Dundalk musician Jim Corr has told a court that he was in “dire straits” and that his actions were designed to “protect” his son.
Corr is facing a court examination over his means in an effort by ACC Bank to secure payment of some €778,000 still outstanding from a €1.4 million judgment obtained over an unpaid loan advanced to him and others in 2004 to buy lands at Goresbridge, Co Kilkenny.
Bernard Dunleavy, barrister for ACC, questioned Corr about the circumstances regarding the sale of a property he owned in Donnybrook, Dublin 4, and accused the songwriter of coming up with a “scheme to divest of the property” and keep it from the bank.
Giving evidence Corr said:”I was trying to protect my finances as best I could on behalf of my son because I recognised I was in dire straits,” and that: “I was doing what anyone else would do in my position.”
He said he was trying to protect his and his family’s interests when he sold off a mortgage-free Dublin 4 apartment for €350,000 shortly after a bank got a court judgment against him for €1.4m.
Mr Dunleavy said it was an extraordinary sequence events as the apartment was bought by a Malta-based entity called I and E Properties which had no turnover that year but paid €350,000 for the the Donnybrook property.
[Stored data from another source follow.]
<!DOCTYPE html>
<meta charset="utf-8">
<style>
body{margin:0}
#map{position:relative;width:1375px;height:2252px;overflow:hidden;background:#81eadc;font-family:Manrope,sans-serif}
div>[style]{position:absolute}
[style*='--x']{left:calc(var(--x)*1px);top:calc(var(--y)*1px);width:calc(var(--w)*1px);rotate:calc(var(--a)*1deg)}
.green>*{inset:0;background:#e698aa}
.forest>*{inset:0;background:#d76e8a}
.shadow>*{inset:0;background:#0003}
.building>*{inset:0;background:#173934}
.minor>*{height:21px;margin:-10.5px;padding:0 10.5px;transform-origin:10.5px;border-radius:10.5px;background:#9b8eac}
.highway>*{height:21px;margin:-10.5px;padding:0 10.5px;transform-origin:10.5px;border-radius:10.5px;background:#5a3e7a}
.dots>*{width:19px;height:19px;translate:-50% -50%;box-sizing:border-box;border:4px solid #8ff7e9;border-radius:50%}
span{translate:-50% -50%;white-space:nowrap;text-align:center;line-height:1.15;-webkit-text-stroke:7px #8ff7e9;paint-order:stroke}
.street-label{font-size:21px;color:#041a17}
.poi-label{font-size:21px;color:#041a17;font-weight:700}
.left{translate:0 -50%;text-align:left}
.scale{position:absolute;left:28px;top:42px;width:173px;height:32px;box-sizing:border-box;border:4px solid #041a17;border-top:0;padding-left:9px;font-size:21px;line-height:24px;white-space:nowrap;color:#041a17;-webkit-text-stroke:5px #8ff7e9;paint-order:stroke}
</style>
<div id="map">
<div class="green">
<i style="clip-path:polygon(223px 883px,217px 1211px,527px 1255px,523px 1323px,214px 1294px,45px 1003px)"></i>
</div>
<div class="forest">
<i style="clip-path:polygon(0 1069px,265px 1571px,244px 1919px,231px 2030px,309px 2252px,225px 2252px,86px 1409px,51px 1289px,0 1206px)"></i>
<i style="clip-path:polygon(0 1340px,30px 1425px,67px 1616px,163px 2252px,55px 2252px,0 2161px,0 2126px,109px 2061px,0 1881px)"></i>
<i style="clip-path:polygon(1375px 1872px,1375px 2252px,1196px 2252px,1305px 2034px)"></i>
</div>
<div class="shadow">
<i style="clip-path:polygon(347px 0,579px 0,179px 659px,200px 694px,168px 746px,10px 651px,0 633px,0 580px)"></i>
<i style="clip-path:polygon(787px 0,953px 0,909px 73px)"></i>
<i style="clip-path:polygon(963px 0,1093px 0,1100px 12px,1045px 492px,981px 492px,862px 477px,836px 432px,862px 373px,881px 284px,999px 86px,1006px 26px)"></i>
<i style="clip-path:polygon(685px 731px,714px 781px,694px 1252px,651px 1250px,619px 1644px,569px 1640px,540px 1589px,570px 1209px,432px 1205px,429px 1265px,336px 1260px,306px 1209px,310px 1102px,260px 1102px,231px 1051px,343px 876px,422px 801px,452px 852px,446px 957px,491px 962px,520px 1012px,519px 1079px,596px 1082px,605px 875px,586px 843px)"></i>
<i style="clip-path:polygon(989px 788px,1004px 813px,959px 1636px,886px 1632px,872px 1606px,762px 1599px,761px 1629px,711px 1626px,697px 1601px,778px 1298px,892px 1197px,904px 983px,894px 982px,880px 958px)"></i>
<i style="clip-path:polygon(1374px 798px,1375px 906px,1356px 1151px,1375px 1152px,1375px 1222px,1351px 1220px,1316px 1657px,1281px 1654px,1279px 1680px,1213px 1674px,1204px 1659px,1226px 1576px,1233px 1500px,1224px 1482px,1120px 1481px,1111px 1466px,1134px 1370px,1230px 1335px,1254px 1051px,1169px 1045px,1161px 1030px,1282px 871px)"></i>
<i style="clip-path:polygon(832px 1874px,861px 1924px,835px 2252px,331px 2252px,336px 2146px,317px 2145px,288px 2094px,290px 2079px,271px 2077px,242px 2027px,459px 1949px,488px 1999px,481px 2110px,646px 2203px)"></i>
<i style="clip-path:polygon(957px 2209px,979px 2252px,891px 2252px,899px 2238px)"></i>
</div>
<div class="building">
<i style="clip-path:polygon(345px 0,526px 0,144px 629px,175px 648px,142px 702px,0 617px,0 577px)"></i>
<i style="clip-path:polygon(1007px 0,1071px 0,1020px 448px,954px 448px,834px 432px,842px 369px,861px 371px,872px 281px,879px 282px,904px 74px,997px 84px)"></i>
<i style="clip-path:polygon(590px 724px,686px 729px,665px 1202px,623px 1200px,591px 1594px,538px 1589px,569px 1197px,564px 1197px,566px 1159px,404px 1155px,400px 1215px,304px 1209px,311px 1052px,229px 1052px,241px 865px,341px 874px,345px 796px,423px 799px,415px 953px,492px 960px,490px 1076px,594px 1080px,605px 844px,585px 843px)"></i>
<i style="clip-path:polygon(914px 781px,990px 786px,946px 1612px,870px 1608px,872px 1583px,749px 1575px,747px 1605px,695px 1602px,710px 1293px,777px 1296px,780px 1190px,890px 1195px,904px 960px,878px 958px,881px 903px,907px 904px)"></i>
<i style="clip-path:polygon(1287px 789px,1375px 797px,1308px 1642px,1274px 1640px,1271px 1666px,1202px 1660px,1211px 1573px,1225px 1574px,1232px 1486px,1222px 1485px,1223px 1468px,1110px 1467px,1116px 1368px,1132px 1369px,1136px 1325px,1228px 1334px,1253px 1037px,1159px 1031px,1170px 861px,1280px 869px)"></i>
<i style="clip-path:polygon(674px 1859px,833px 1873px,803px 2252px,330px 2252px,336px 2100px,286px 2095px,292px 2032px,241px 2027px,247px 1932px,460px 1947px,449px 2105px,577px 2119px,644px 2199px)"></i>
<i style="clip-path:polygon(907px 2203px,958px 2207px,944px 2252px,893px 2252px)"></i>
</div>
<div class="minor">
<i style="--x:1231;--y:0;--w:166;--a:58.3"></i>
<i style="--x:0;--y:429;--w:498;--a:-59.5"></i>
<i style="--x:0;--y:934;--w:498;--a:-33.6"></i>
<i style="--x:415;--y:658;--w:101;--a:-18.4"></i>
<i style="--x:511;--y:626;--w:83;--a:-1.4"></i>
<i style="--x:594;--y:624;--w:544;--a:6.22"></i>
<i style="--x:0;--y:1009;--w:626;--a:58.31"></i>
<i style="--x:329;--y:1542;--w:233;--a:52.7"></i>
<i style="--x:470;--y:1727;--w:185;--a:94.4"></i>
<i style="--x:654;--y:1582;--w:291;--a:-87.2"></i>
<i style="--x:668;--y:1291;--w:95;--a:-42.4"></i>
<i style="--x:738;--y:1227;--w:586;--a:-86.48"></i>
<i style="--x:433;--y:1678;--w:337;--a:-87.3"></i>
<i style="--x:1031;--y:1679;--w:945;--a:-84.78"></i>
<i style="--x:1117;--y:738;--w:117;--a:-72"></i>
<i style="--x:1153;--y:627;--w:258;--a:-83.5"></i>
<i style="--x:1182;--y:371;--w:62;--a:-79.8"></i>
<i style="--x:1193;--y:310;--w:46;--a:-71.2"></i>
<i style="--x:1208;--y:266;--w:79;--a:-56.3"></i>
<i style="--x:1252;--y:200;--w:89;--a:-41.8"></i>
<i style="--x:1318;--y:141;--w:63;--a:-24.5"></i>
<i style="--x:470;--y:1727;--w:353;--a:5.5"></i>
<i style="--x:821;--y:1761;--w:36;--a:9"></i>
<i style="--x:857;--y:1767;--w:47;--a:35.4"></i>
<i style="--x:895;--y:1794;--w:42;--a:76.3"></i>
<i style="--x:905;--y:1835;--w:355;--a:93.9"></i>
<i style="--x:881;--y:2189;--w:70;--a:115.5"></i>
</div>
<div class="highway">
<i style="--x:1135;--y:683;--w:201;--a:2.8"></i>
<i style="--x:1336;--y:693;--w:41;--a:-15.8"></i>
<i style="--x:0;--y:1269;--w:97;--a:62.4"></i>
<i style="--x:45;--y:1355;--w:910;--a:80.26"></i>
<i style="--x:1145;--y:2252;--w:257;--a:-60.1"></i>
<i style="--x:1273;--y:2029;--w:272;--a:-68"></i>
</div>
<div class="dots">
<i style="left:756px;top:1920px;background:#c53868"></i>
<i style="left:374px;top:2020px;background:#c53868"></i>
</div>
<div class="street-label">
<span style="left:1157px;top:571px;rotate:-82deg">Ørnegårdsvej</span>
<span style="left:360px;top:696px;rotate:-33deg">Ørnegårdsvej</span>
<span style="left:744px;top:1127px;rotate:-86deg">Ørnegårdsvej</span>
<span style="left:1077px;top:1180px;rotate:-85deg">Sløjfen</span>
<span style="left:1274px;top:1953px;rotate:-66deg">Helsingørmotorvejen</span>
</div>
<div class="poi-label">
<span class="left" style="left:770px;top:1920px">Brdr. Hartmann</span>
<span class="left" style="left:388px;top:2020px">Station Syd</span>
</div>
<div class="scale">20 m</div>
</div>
I and E was fronted by Mike Young, who was an associate of solicitor Mortimer Walters, the founder of Mr Corr’s former solicitors, Adams, who had also acted for I and E in the purchase, counsel said.
The proceedings arise from a €1.2 million loan advanced to Mr Corr and Mr Marks in November 2004 to assist in purchasing some 97 acres of non-residential lands at Gorebridge, Co Kilkenny.
During the February 2011 proceedings, ACC said Blackrock man Philip Marks, a son of Liam Marks, was also a party to the letter of loan sanction but it was unsure of his whereabouts, having heards reports he is living in Hong Kong.
Once it has ascertained Mr Marks’s whereabouts, it intends to bring proceedings against him, the bank said.